After a pleasant afternoon visit with a friend drinking coffee I was on my way home. I was surrounded by concrete and people speaking unfamiliar Eastern European languages on the train platform, and I was gripped by a dark mood. I was thinking about crimes and unhappy families, and it made me quite unhappy.
So I turned to mindfulness to try and find out what was going on inside, and what I got back was that I was carrying too much of the fear of cruelty, and that my imagination was being gripped by this, and I was projecting a perceived darkness on the dreary surroundings. So I spent the train journey in introspection, attempting to mindfully examine the fear of cruelty. The projecting vanished after a short time.

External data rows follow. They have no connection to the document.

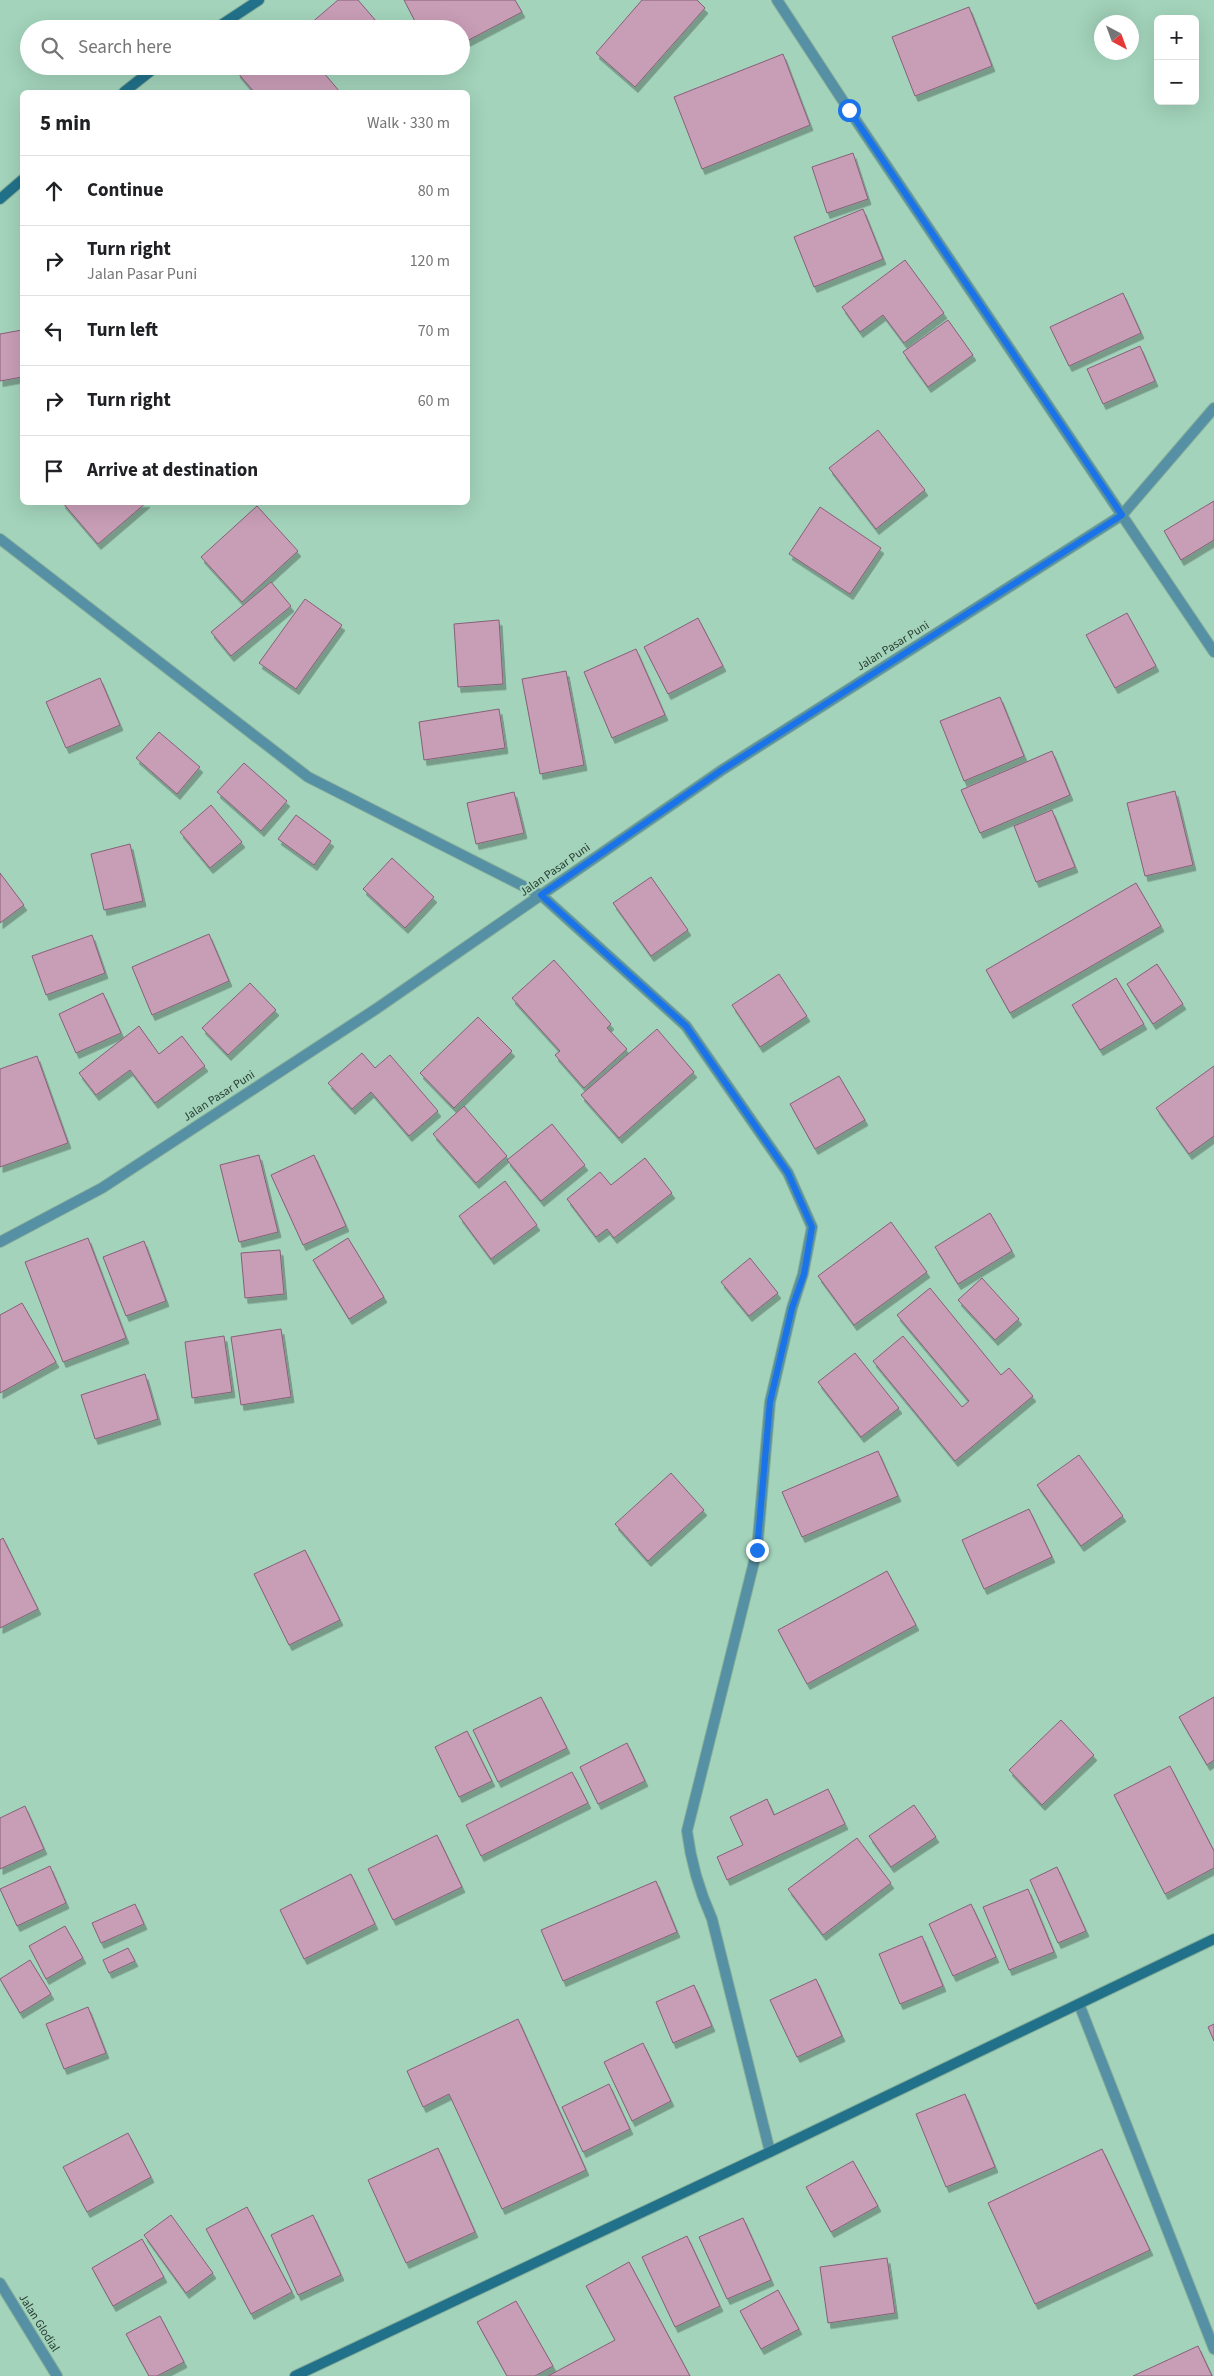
<!DOCTYPE html>
<html lang="en">
<head>
<meta charset="utf-8">
<style>
	body { margin:0; font-family:"Source Sans 3",sans-serif; background:#f2f2f2; color:#202124 }
	.controls { position:absolute; right:15px; top:15px; display:grid; overflow:hidden; border-radius:8px; box-shadow:0 5px 20px #0002 }
	.controls button { width:45px; height:45px; display:grid; place-items:center; padding:0; border:0; border-bottom:1px solid #e0e0e0; background:#fff; color:#202124; font:25px sans-serif }
	.compass { position:absolute; left:1094px; top:15px; width:45px; height:45px; border-radius:50%; background:#fff; box-shadow:0 5px 20px #0002; rotate:139deg }
	.stop { position:absolute; width:15px; height:15px; margin:-11px; border:4px solid #1a73e8; border-radius:50%; background:#fff }
	.stop.end { background:#1a73e8; border-color:#fff; box-shadow:0 1px 5px #0008 }
	.list { margin:0; padding:0; list-style:none }
	h2 { display:flex; justify-content:space-between; align-items:center; height:65px; margin:0; padding:0 20px; font-size:21px }
	h2 small { font-size:16px; font-weight:400; color:#757577 }
	.list li { display:grid; grid-template-columns:32px 1fr auto; gap:15px; align-items:center; box-sizing:border-box; height:70px; padding:0 20px; border-top:1px solid #e0e0e0 }
	.list b { display:block; font-size:19px; white-space:nowrap }
	.list p { margin:0; font-size:16px; white-space:nowrap; color:#757577 }
	.list em { font-size:16px; font-style:normal; color:#757577 }
	.icon { flex:none; width:28px; height:28px; fill:none; stroke:currentColor; stroke-width:2; stroke-linecap:round; stroke-linejoin:round }
	.map { position:relative; flex:none; width:1214px; height:2376px; overflow:hidden }
	.search { position:absolute; background:#fff; box-shadow:0 5px 20px #0002; left:20px; top:20px; width:450px; height:55px; display:flex; align-items:center; gap:12px; box-sizing:border-box; padding:0 18px; border-radius:28px; color:#757577; font-size:19px }
	.panel { position:absolute; background:#fff; box-shadow:0 5px 20px #0002; left:20px; top:90px; width:450px; height:415px; border-radius:8px }
	.map>svg:first-child { display:block }
</style>
</head>
<body>
<div class="map">
<svg width="1214" height="2376" viewBox="0 0 1214 2376">
	<defs>
		<filter id="shadow"><feDropShadow dx="3" dy="5.5" stdDeviation="0" flood-color="#0004"/></filter>
	</defs>
	<rect width="100%" height="100%" fill="#a3d3bb"/>
	<g fill="#c89db6" stroke="#876078" filter="url(#shadow)">
		<path d="M338 0H358L383 29H314L310 24Z"/>
		<path d="M404 0H515L522 12 461 44V29H419Z"/>
		<path d="M642 0H697L705 8 635 87 596 53Z"/>
		<path d="M969 7 992 66 915 96 892 37Z"/>
		<path d="M783 54 810 125 702 169 674 97Z"/>
		<path d="M244 66H318L340 92H254L237 72Z"/>
		<path d="M853 153 868 199 827 213 812 167Z"/>
		<path d="M863 209 883 259 814 287 794 237Z"/>
		<path d="M905 260 944 313 904 343 883 315 860 332 842 307Z"/>
		<path d="M1123 293 1141 333 1069 366 1050 327Z"/>
		<path d="M948 320 973 355 928 387 903 352Z"/>
		<path d="M22 330V377L0 381V334Z"/>
		<path d="M1140 346 1155 381 1103 404 1087 369Z"/>
		<path d="M878 430 925 490 876 529 829 468Z"/>
		<path d="M1214 501V540L1181 560 1164 531Z"/>
		<path d="M62 502H147L98 544Z"/>
		<path d="M257 506 298 551 242 602 201 557Z"/>
		<path d="M820 507 881 548 850 594 789 554Z"/>
		<path d="M271 582 291 606 231 656 211 632Z"/>
		<path d="M305 599 342 625 296 689 259 663Z"/>
		<path d="M1127 613 1156 666 1115 688 1086 635Z"/>
		<path d="M698 618 723 666 668 694 644 647Z"/>
		<path d="M499 620 503 684 458 687 454 624Z"/>
		<path d="M636 649 665 715 612 738 584 672Z"/>
		<path d="M566 671 584 765 540 774 522 679Z"/>
		<path d="M100 678 120 725 66 748 46 702Z"/>
		<path d="M1000 697 1024 756 964 781 940 721Z"/>
		<path d="M499 709 505 748 424 760 419 722Z"/>
		<path d="M159 732 200 767 177 794 136 758Z"/>
		<path d="M1052 751 1070 795 980 833 961 790Z"/>
		<path d="M244 763 287 801 261 831 217 792Z"/>
		<path d="M1175 791 1193 865 1145 876 1127 803Z"/>
		<path d="M514 792 524 833 476 844 467 803Z"/>
		<path d="M211 805 242 842 210 868 180 832Z"/>
		<path d="M1052 810 1075 867 1036 882 1014 826Z"/>
		<path d="M296 815 331 841 314 865 278 839Z"/>
		<path d="M130 844 143 901 104 910 91 854Z"/>
		<path d="M392 858 434 897 405 928 363 889Z"/>
		<path d="M0 873 24 905 0 923Z"/>
		<path d="M651 877 688 930 651 956 613 903Z"/>
		<path d="M1136 883 1161 926 1010 1013 986 970Z"/>
		<path d="M209 934 229 981 152 1015 132 967Z"/>
		<path d="M92 935 105 973 46 995 32 956Z"/>
		<path d="M554 960 611 1024 607 1028 627 1049 584 1088 555 1055 560 1051 512 998Z"/>
		<path d="M1157 964 1183 1004 1153 1024 1127 984Z"/>
		<path d="M779 974 807 1016 760 1047 732 1005Z"/>
		<path d="M1116 978 1144 1024 1100 1050 1072 1005Z"/>
		<path d="M250 983 276 1010 228 1055 202 1028Z"/>
		<path d="M103 993 121 1033 76 1053 59 1014Z"/>
		<path d="M478 1017 512 1051 454 1108 420 1073Z"/>
		<path d="M139 1026 159 1054 182 1036 205 1066 155 1103 130 1070 96 1095 79 1073Z"/>
		<path d="M657 1029 694 1072 619 1138 581 1095Z"/>
		<path d="M362 1053 375 1068 390 1055 438 1111 409 1136 371 1092 352 1109 328 1083Z"/>
		<path d="M37 1056 68 1143 0 1167V1069Z"/>
		<path d="M1214 1066V1136L1189 1154 1156 1108Z"/>
		<path d="M839 1076 865 1120 815 1149 790 1104Z"/>
		<path d="M464 1106 507 1156 476 1183 433 1134Z"/>
		<path d="M552 1124 585 1165 541 1201 507 1160Z"/>
		<path d="M259 1155 278 1232 239 1242 220 1165Z"/>
		<path d="M314 1155 346 1226 303 1245 271 1175Z"/>
		<path d="M645 1158 672 1193 614 1238 607 1229 596 1237 567 1199 600 1172 611 1185Z"/>
		<path d="M505 1181 537 1225 491 1259 459 1216Z"/>
		<path d="M990 1213 1012 1251 958 1284 935 1247Z"/>
		<path d="M891 1222 927 1272 854 1325 818 1276Z"/>
		<path d="M88 1238 126 1338 63 1362 25 1262Z"/>
		<path d="M348 1238 384 1297 349 1319 313 1260Z"/>
		<path d="M144 1241 166 1301 126 1316 103 1257Z"/>
		<path d="M280 1250 284 1294 245 1298 241 1253Z"/>
		<path d="M750 1258 778 1293 749 1316 721 1282Z"/>
		<path d="M982 1278 1019 1319 995 1340 958 1300Z"/>
		<path d="M930 1288 1001 1375 1009 1368 1033 1396 955 1461 873 1361 903 1336 962 1407 969 1401 897 1315Z"/>
		<path d="M22 1303 56 1362 0 1393V1315Z"/>
		<path d="M281 1329 291 1397 241 1405 231 1337Z"/>
		<path d="M224 1336 232 1392 192 1398 185 1342Z"/>
		<path d="M855 1353 899 1408 861 1437 818 1382Z"/>
		<path d="M145 1374 158 1419 95 1439 81 1395Z"/>
		<path d="M878 1451 898 1496 802 1537 782 1492Z"/>
		<path d="M1079 1455 1123 1516 1081 1546 1037 1485Z"/>
		<path d="M671 1473 704 1510 648 1561 615 1524Z"/>
		<path d="M1029 1509 1052 1557 984 1589 962 1540Z"/>
		<path d="M3 1538 38 1609 0 1628V1540Z"/>
		<path d="M305 1550 340 1620 289 1645 254 1574Z"/>
		<path d="M887 1571 916 1625 807 1684 778 1630Z"/>
		<path d="M541 1697 567 1748 498 1782 473 1730Z"/>
		<path d="M1214 1697V1760L1207 1765 1179 1717Z"/>
		<path d="M1061 1720 1094 1755 1042 1805 1009 1770Z"/>
		<path d="M467 1731 492 1781 459 1797 435 1747Z"/>
		<path d="M627 1743 645 1781 598 1804 580 1767Z"/>
		<path d="M1170 1766 1214 1851V1868L1165 1894 1114 1795Z"/>
		<path d="M572 1772 588 1803 481 1856 466 1825Z"/>
		<path d="M828 1789 845 1824 727 1880 717 1857 743 1845 730 1817 767 1799 774 1815Z"/>
		<path d="M914 1805 936 1837 891 1867 869 1836Z"/>
		<path d="M25 1806 44 1849 0 1869V1818Z"/>
		<path d="M437 1835 462 1887 393 1920 368 1869Z"/>
		<path d="M857 1838 891 1883 823 1935 788 1889Z"/>
		<path d="M50 1866 66 1903 17 1926 0 1889Z"/>
		<path d="M1057 1867 1086 1931 1058 1943 1030 1880Z"/>
		<path d="M351 1874 375 1924 304 1959 280 1910Z"/>
		<path d="M656 1881 677 1932 563 1981 541 1930Z"/>
		<path d="M1028 1889 1054 1952 1009 1970 983 1907Z"/>
		<path d="M135 1904 144 1924 101 1943 92 1923Z"/>
		<path d="M971 1904 996 1957 953 1976 929 1924Z"/>
		<path d="M65 1926 83 1958 46 1979 29 1946Z"/>
		<path d="M922 1936 943 1986 900 2004 879 1954Z"/>
		<path d="M128 1948 135 1961 109 1973 103 1960Z"/>
		<path d="M30 1960 51 1994 20 2013 0 1979Z"/>
		<path d="M816 1979 842 2036 797 2057 770 2000Z"/>
		<path d="M694 1985 712 2026 673 2043 656 2002Z"/>
		<path d="M88 2007 106 2053 64 2069 46 2024Z"/>
		<path d="M518 2019 586 2170 502 2209 449 2094 423 2107 407 2071Z"/>
		<path d="M1214 2024V2041L1208 2027Z"/>
		<path d="M643 2043 671 2101 632 2121 604 2062Z"/>
		<path d="M609 2084 630 2129 583 2152 562 2107Z"/>
		<path d="M965 2094 995 2167 946 2187 916 2114Z"/>
		<path d="M128 2133 151 2177 87 2212 63 2167Z"/>
		<path d="M438 2148 475 2232 406 2263 368 2180Z"/>
		<path d="M1102 2149 1150 2250 1035 2304 988 2203Z"/>
		<path d="M853 2161 878 2206 831 2232 806 2187Z"/>
		<path d="M247 2207 292 2292 251 2314 206 2229Z"/>
		<path d="M171 2215 213 2273 186 2293 144 2235Z"/>
		<path d="M313 2215 341 2275 298 2295 271 2235Z"/>
		<path d="M743 2218 771 2280 727 2299 699 2237Z"/>
		<path d="M687 2236 720 2306 675 2327 642 2257Z"/>
		<path d="M142 2239 164 2277 113 2306 92 2268Z"/>
		<path d="M887 2258 895 2313 828 2323 820 2267Z"/>
		<path d="M629 2262 690 2376H548L615 2340 586 2286Z"/>
		<path d="M778 2290 799 2329 761 2349 740 2311Z"/>
		<path d="M516 2301 553 2366 535 2376H507L477 2322Z"/>
		<path d="M160 2316 184 2362 157 2376H149L126 2334Z"/>
		<path d="M1198 2346 1212 2376H1133Z"/>
	</g>
	<g fill="none" stroke-linecap="round" stroke-linejoin="round">
		<defs>
			<path id="lane" d="M1079 2004 1214 2349"/>
			<g id="street">
				<path d="M777 0 849 110 1214 652"/>
				<path d="M0 539 308 777 541 895 686 1026 788 1173 812 1227 803 1274 792 1308 770 1402 757 1550 687 1831C691 1863 699 1890 712 1919L770 2152"/>
				<path d="M0 1242 102 1188 376 1009 722 770 1122 515 1214 408"/>
				<path d="M0 2283 57 2376"/>
			</g>
			<g id="secondary">
				<path d="M215 29 259 0"/>
				<path d="M124 92 157 66"/>
				<path d="M0 199 22 180"/>
				<path d="M295 2376 770 2152 1214 1939"/>
			</g>
		</defs>
		<use href="#lane" stroke="#86af9a" stroke-width="12"/>
		<use href="#street" stroke="#86af9a" stroke-width="12"/>
		<use href="#secondary" stroke="#86af9a" stroke-width="12"/>
		<use href="#lane" stroke="#5590a4" stroke-width="10"/>
		<use href="#street" stroke="#5590a4" stroke-width="10"/>
		<use href="#secondary" stroke="#21718a" stroke-width="10"/>
	</g>
	<g fill="none" stroke-linecap="round" stroke-linejoin="round">
		<path stroke="#1a73e8" stroke-width="6" d="M757 1550 770 1402 792 1308 804 1274 812 1227 788 1173 686 1026 541 895 722 770 1122 515 849 110"/>
	</g>
	<g text-anchor="middle" dominant-baseline="central" stroke-width="4.5" stroke-linejoin="round" paint-order="stroke">
		<g font-size="12" fill="#293d33" stroke="#a3d3bb">
			<text transform="translate(893 646) rotate(-32)">Jalan Pasar Puni</text>
			<text transform="translate(555 870) rotate(-35)">Jalan Pasar Puni</text>
			<text transform="translate(219 1096) rotate(-33)">Jalan Pasar Puni</text>
			<text transform="translate(39 2323) rotate(58)">Jalan Glodial</text>
		</g>
	</g>
</svg>
<div class="controls">
<button>+</button>
<button>−</button>
</div>
<svg class="compass" viewBox="-18 -18 36 36"><path d="M0-13l5 13h-10z" fill="#e53935"/><path d="M0 13l5-13h-10z" fill="#757577"/></svg>
<div class="stop" style="left:849px;top:110px"></div>
<div class="stop end" style="left:757px;top:1550px"></div>
<div class="search"><svg class="icon" aria-label="search" viewBox="0 0 24 24"><circle cx="10" cy="10" r="6"/><path d="M15 15l6 6"/></svg>Search here</div>
<section class="panel">
<h2>5 min<small>Walk · 330 m</small></h2>
<ul class="list">
<li><svg class="icon" aria-label="ahead" viewBox="0 0 24 24"><path d="M12 20V5M6 11l6-6 6 6"/></svg><div><b>Continue</b></div><em>80 m</em></li>
<li><svg class="icon" aria-label="right" viewBox="0 0 24 24"><path d="M7 20v-9h11M14 6l5 5-5 5"/></svg><div><b>Turn right</b><p>Jalan Pasar Puni</p></div><em>120 m</em></li>
<li><svg class="icon" aria-label="left" viewBox="0 0 24 24"><path d="M17 20v-9H6M10 6l-5 5 5 5"/></svg><div><b>Turn left</b></div><em>70 m</em></li>
<li><svg class="icon" aria-label="right" viewBox="0 0 24 24"><path d="M7 20v-9h11M14 6l5 5-5 5"/></svg><div><b>Turn right</b></div><em>60 m</em></li>
<li><svg class="icon" aria-label="arrive" viewBox="0 0 24 24"><path d="M6 21V4h12l-3 4 3 4H6"/></svg><div><b>Arrive at destination</b></div></li>
</ul>
</section>
</div>
</body>
</html>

The thing is, I have a fairly sunny personality, but I’m occasionally prone to seeing the world as quite a dark place. I think it is an illusion perhaps brought on by reading a few too many of the wrong kind of books when I was younger. My introspection did carry some hints of this. These days I notice my personal sensitivity a lot more, I’m much more aware of my inside.
Before I started looking seriously into Buddhism I would never have been aware of these things, but I find I’m quite a sensitive person after all, and I carry impressions from my past which come out in dreams and these kind of moods. Perhaps practicing mindfulness increases one’s inner sensitivity.
Have you found that mindfulness has made you more sensitive?